** SOURCE RECORDS follows **

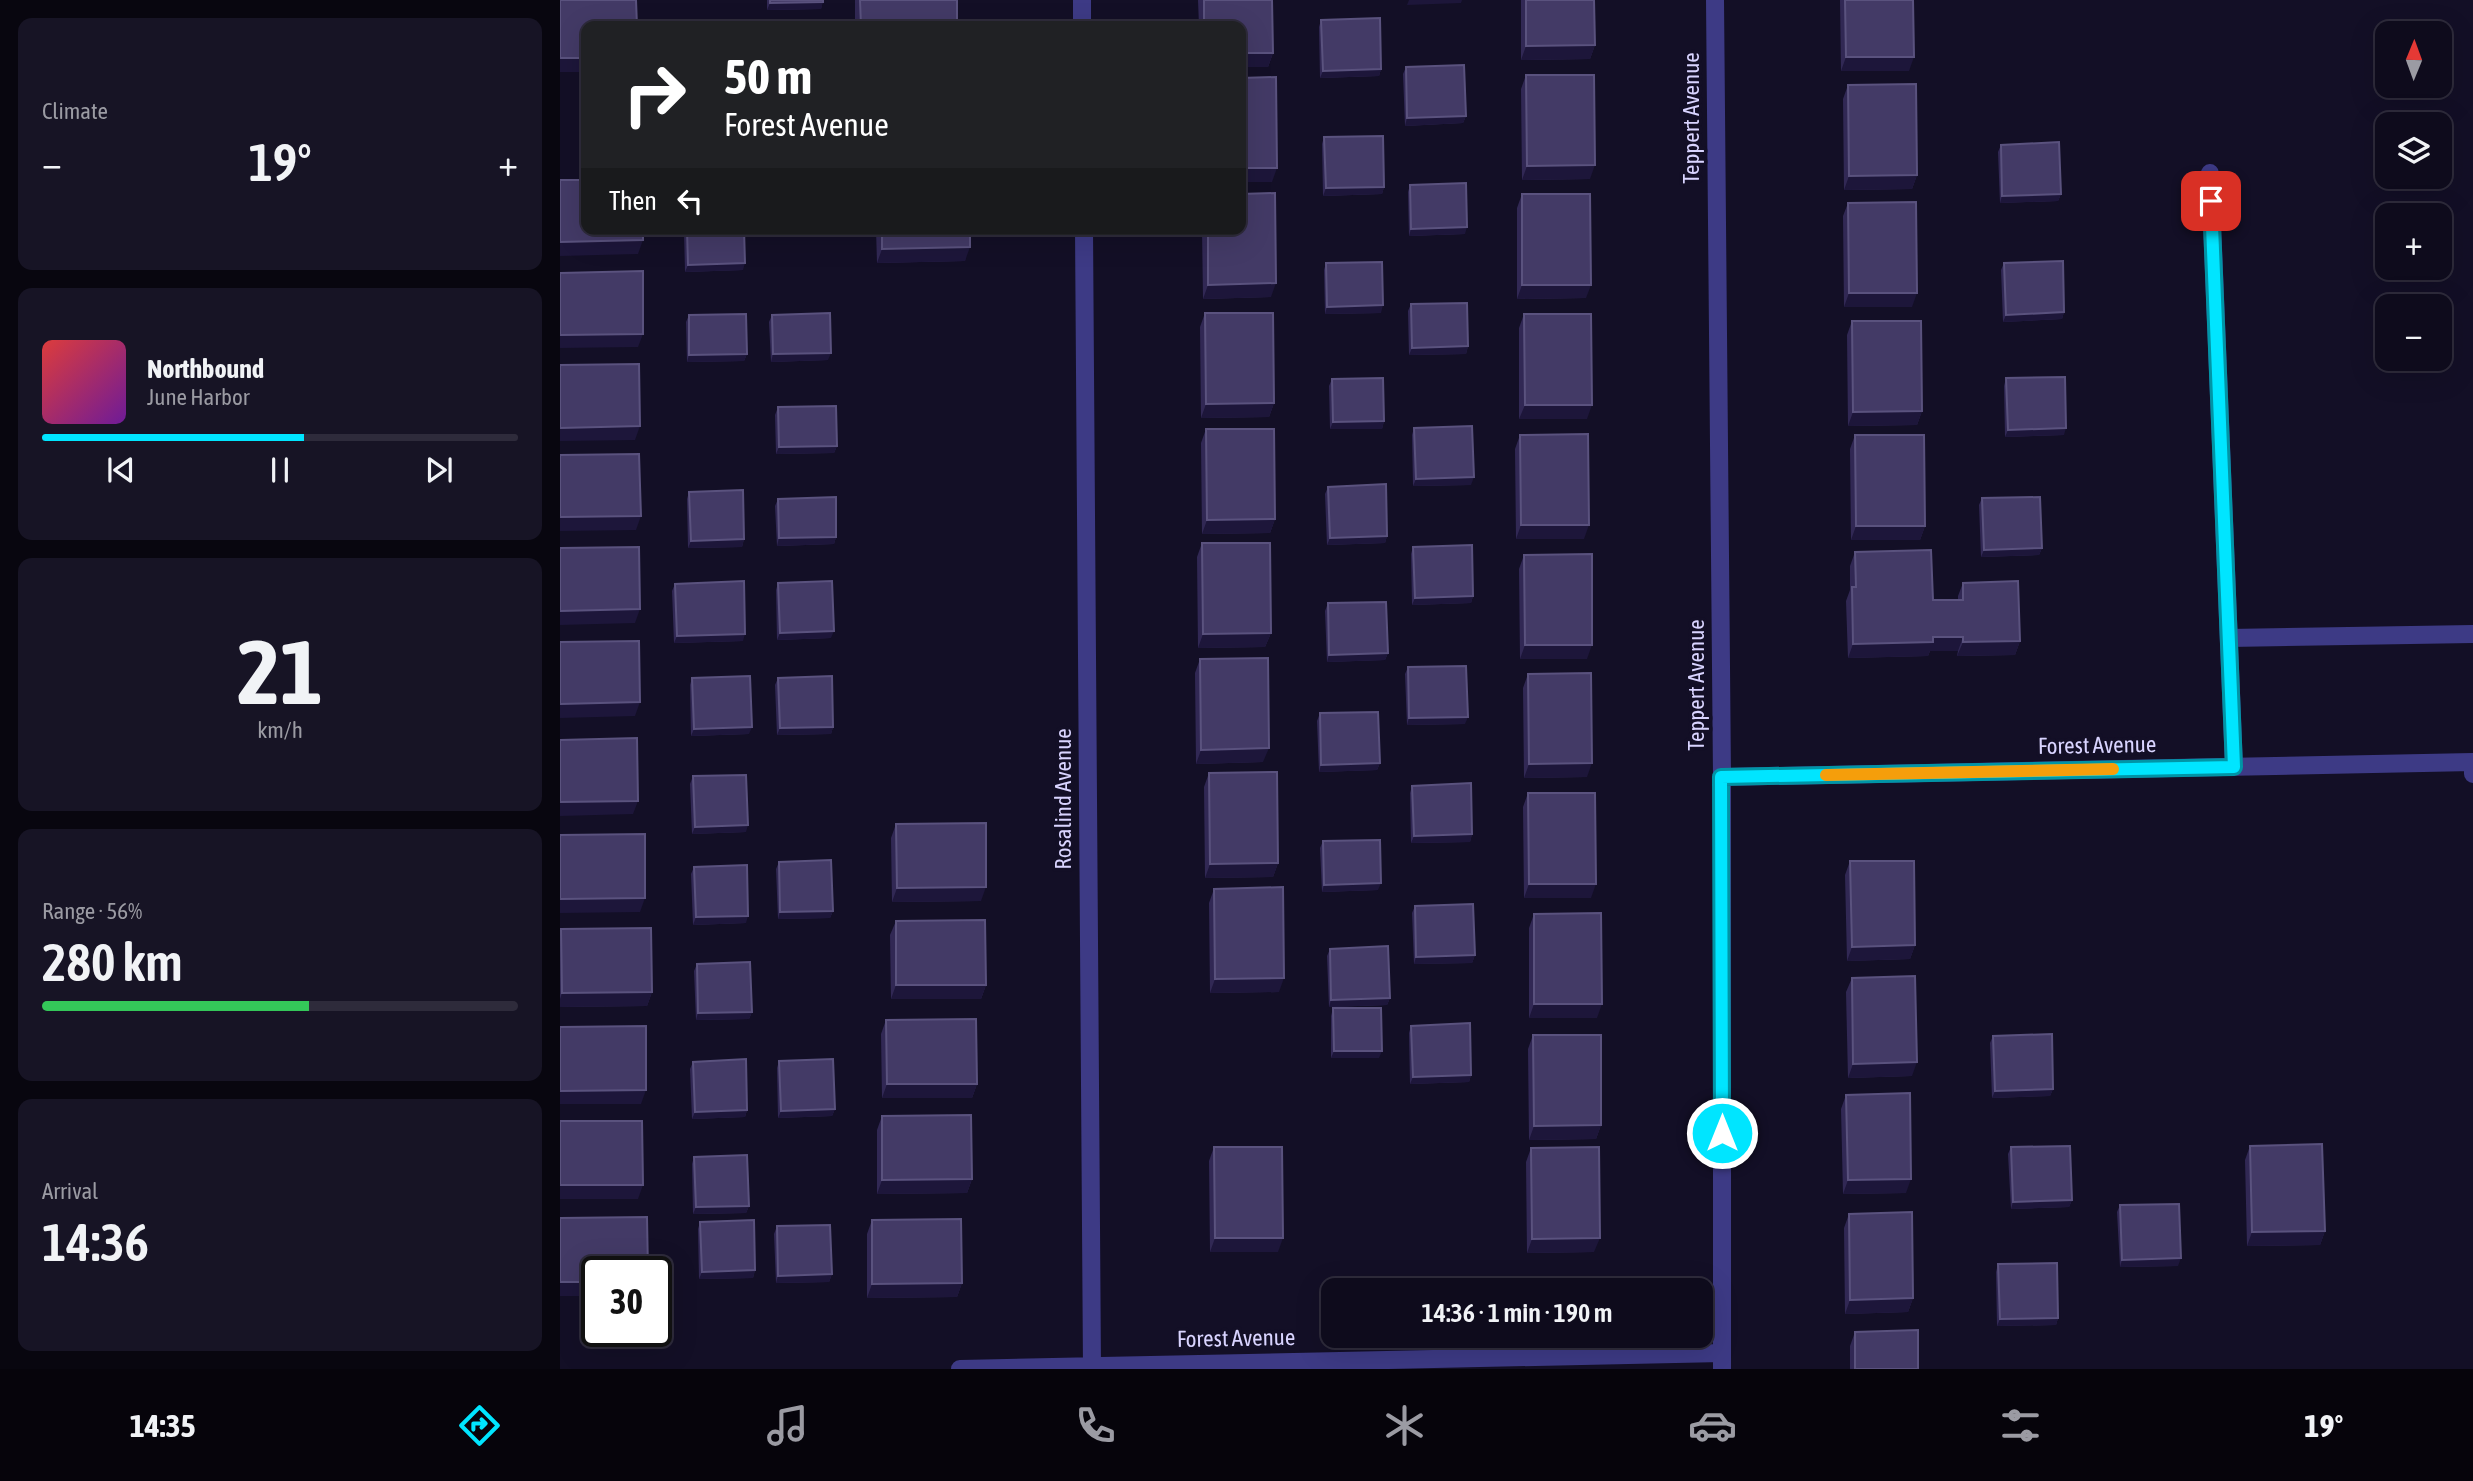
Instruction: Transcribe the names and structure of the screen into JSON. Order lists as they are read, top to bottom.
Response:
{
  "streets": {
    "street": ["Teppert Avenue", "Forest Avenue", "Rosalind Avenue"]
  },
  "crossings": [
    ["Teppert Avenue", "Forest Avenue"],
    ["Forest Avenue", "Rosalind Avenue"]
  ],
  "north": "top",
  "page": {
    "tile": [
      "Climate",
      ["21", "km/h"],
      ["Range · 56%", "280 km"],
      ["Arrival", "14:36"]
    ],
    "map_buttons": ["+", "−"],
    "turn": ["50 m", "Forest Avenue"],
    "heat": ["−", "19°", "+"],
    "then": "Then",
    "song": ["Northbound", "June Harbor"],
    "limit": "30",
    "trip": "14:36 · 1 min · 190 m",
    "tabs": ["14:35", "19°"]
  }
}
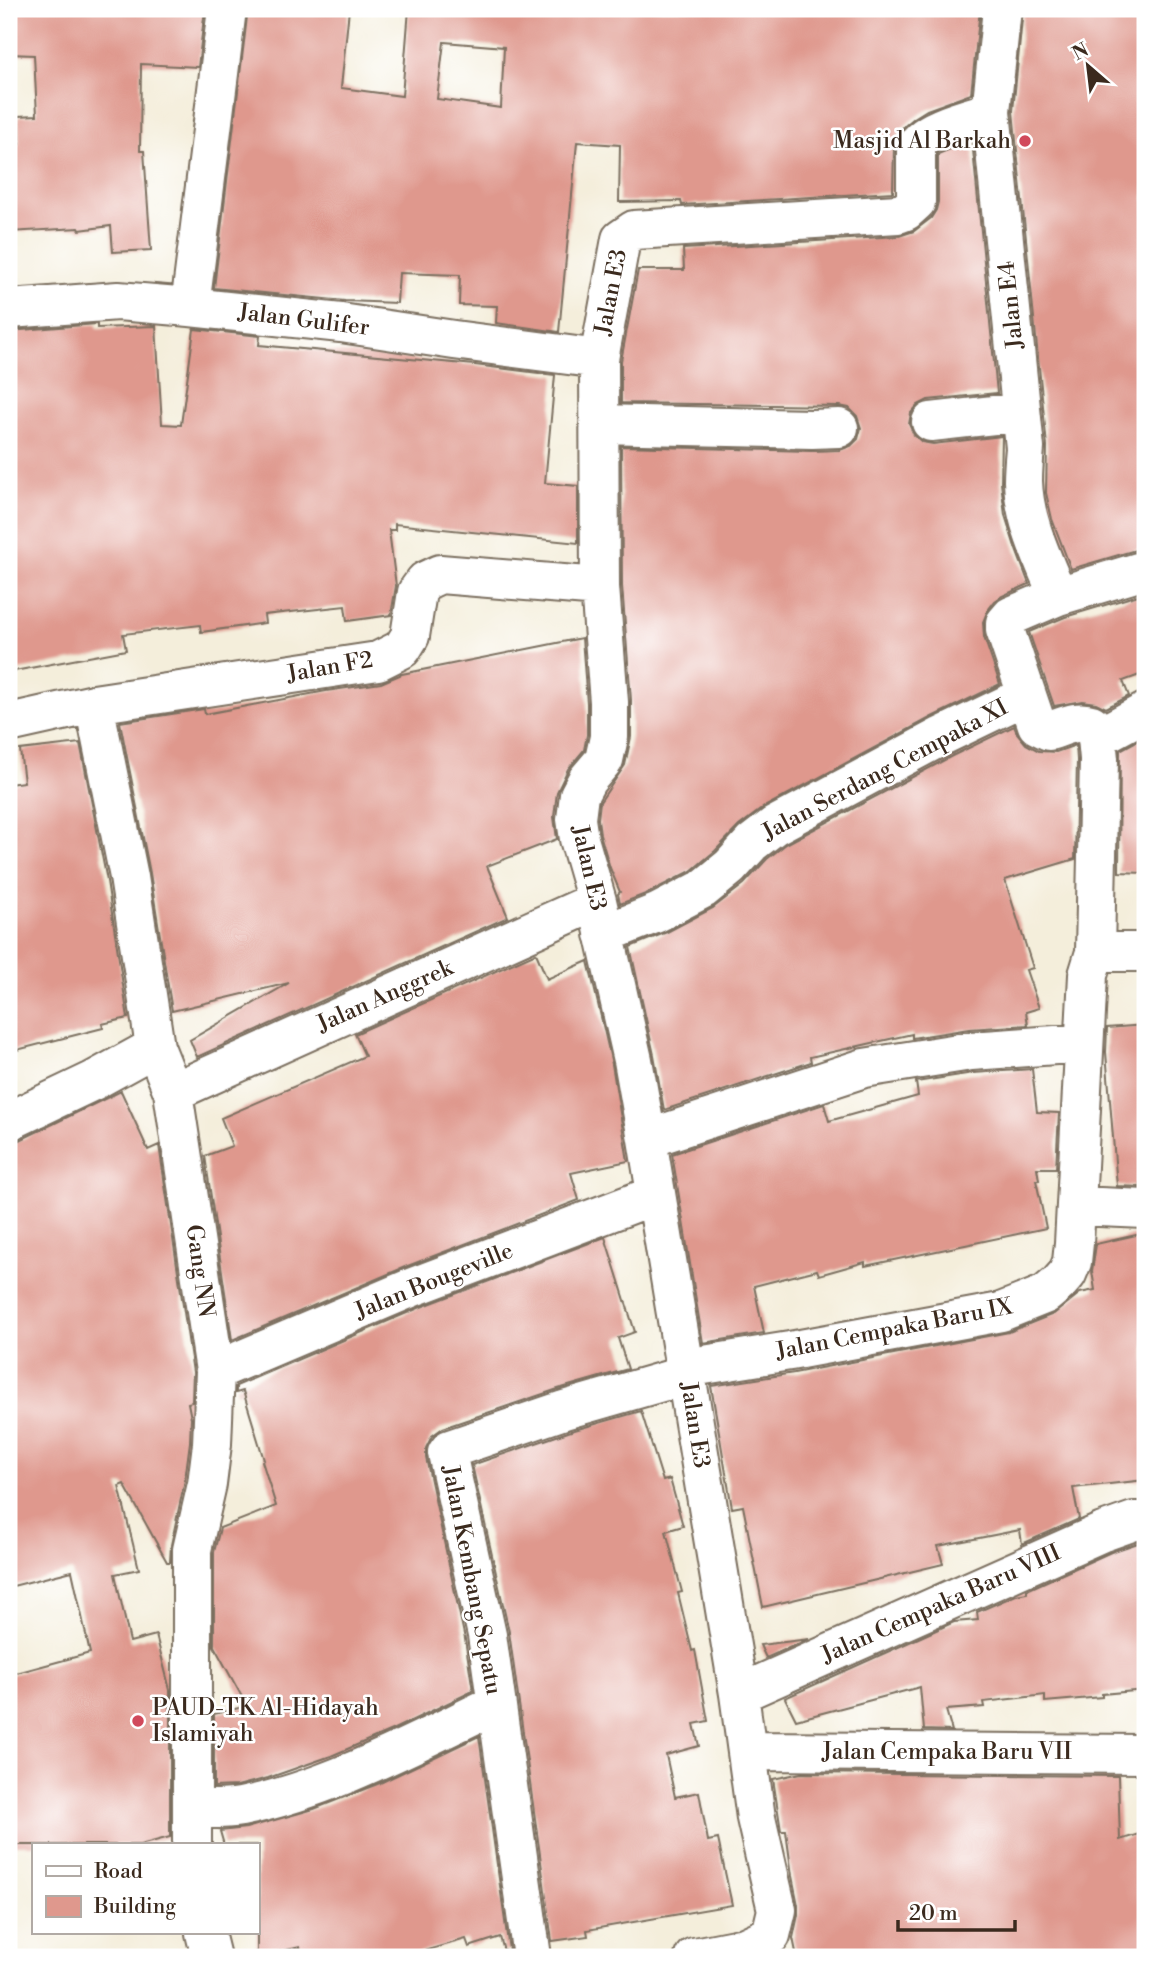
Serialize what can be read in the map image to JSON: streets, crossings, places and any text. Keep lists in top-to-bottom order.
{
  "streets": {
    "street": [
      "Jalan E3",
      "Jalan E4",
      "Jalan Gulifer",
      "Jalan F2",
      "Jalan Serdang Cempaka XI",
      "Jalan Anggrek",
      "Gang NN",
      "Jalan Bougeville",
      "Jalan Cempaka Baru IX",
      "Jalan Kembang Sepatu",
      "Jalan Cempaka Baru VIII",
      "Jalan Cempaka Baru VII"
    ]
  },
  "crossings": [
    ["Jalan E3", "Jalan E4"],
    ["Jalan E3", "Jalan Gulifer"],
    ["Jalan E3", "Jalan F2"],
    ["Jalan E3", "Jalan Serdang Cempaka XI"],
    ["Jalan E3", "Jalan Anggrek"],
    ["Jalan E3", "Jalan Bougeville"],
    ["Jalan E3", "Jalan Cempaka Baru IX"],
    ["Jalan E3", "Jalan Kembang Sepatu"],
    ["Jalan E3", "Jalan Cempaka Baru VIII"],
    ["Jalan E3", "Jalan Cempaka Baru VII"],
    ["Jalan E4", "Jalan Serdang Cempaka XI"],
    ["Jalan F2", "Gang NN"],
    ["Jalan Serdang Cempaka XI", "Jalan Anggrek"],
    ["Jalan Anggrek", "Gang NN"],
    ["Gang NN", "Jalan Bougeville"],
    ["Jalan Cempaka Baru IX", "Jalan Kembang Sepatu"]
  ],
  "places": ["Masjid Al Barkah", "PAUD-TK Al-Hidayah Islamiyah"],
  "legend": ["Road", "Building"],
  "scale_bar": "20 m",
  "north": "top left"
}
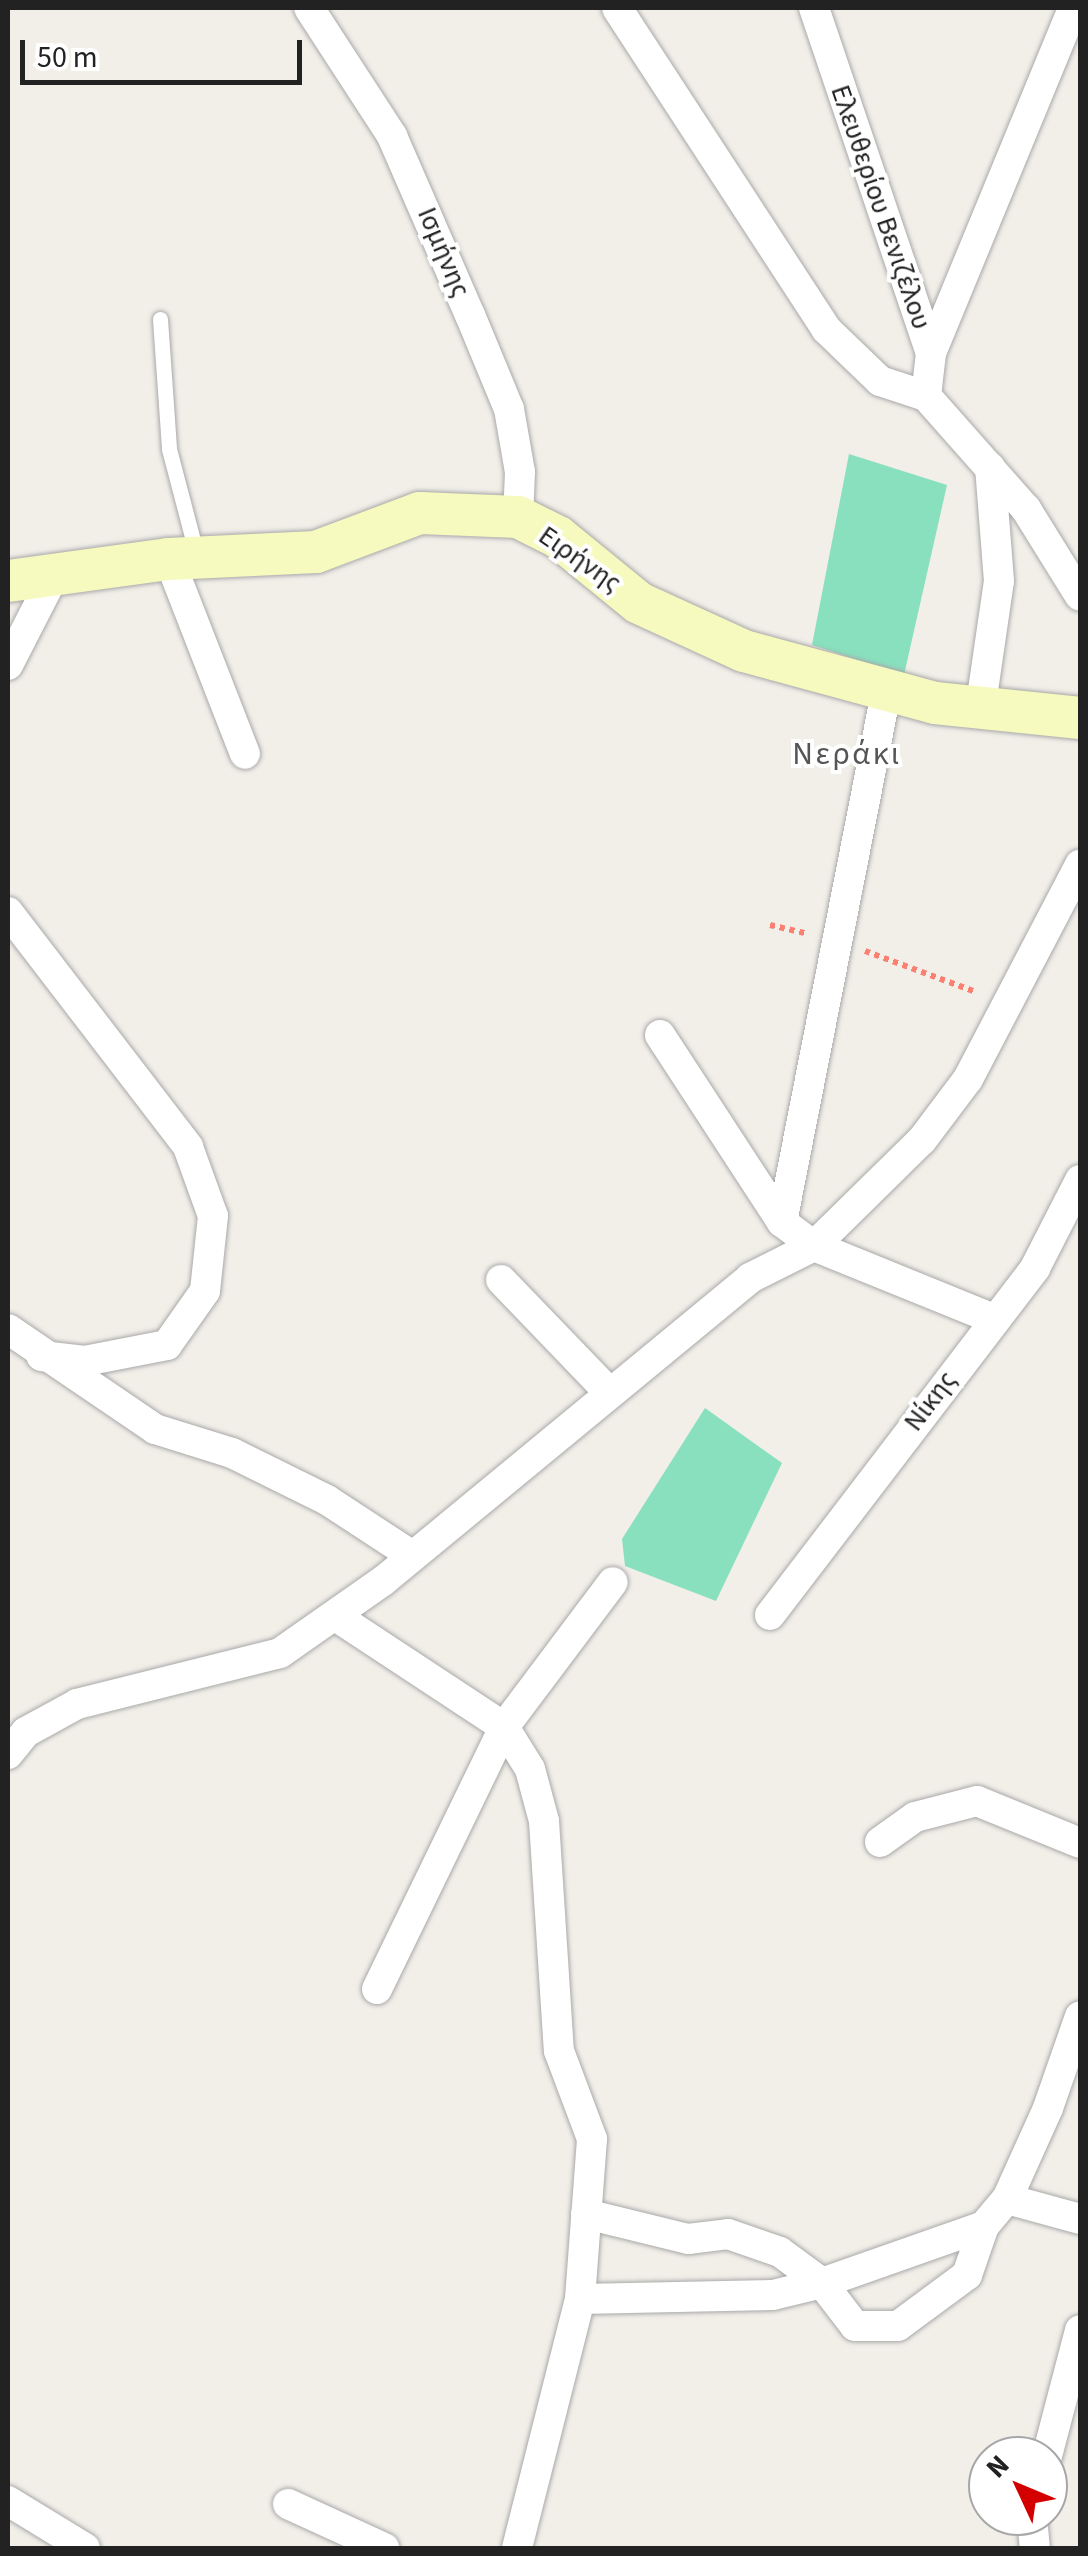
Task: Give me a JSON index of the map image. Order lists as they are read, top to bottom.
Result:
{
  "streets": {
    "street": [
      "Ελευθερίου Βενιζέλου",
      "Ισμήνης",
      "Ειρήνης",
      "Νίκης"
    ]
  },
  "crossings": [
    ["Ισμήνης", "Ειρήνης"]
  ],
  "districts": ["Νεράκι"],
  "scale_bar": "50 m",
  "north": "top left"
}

** End of SOURCE RECORDS **

ACTION ITEM — Copy the data word for word and omit every picture.

SOLUTION —
Instruction: Transcribe the names and structure of the screen into JSON. Order lists as they are read, top to bottom.
Response:
{
  "streets": {
    "street": ["Teppert Avenue", "Forest Avenue", "Rosalind Avenue"]
  },
  "crossings": [
    ["Teppert Avenue", "Forest Avenue"],
    ["Forest Avenue", "Rosalind Avenue"]
  ],
  "north": "top",
  "page": {
    "tile": [
      "Climate",
      ["21", "km/h"],
      ["Range · 56%", "280 km"],
      ["Arrival", "14:36"]
    ],
    "map_buttons": ["+", "−"],
    "turn": ["50 m", "Forest Avenue"],
    "heat": ["−", "19°", "+"],
    "then": "Then",
    "song": ["Northbound", "June Harbor"],
    "limit": "30",
    "trip": "14:36 · 1 min · 190 m",
    "tabs": ["14:35", "19°"]
  }
}
Serialize what can be read in the map image to JSON: streets, crossings, places and any text. Keep lists in top-to-bottom order.
{
  "streets": {
    "street": [
      "Jalan E3",
      "Jalan E4",
      "Jalan Gulifer",
      "Jalan F2",
      "Jalan Serdang Cempaka XI",
      "Jalan Anggrek",
      "Gang NN",
      "Jalan Bougeville",
      "Jalan Cempaka Baru IX",
      "Jalan Kembang Sepatu",
      "Jalan Cempaka Baru VIII",
      "Jalan Cempaka Baru VII"
    ]
  },
  "crossings": [
    ["Jalan E3", "Jalan E4"],
    ["Jalan E3", "Jalan Gulifer"],
    ["Jalan E3", "Jalan F2"],
    ["Jalan E3", "Jalan Serdang Cempaka XI"],
    ["Jalan E3", "Jalan Anggrek"],
    ["Jalan E3", "Jalan Bougeville"],
    ["Jalan E3", "Jalan Cempaka Baru IX"],
    ["Jalan E3", "Jalan Kembang Sepatu"],
    ["Jalan E3", "Jalan Cempaka Baru VIII"],
    ["Jalan E3", "Jalan Cempaka Baru VII"],
    ["Jalan E4", "Jalan Serdang Cempaka XI"],
    ["Jalan F2", "Gang NN"],
    ["Jalan Serdang Cempaka XI", "Jalan Anggrek"],
    ["Jalan Anggrek", "Gang NN"],
    ["Gang NN", "Jalan Bougeville"],
    ["Jalan Cempaka Baru IX", "Jalan Kembang Sepatu"]
  ],
  "places": ["Masjid Al Barkah", "PAUD-TK Al-Hidayah Islamiyah"],
  "legend": ["Road", "Building"],
  "scale_bar": "20 m",
  "north": "top left"
}
Task: Give me a JSON index of the map image. Order lists as they are read, top to bottom.
Result:
{
  "streets": {
    "street": [
      "Ελευθερίου Βενιζέλου",
      "Ισμήνης",
      "Ειρήνης",
      "Νίκης"
    ]
  },
  "crossings": [
    ["Ισμήνης", "Ειρήνης"]
  ],
  "districts": ["Νεράκι"],
  "scale_bar": "50 m",
  "north": "top left"
}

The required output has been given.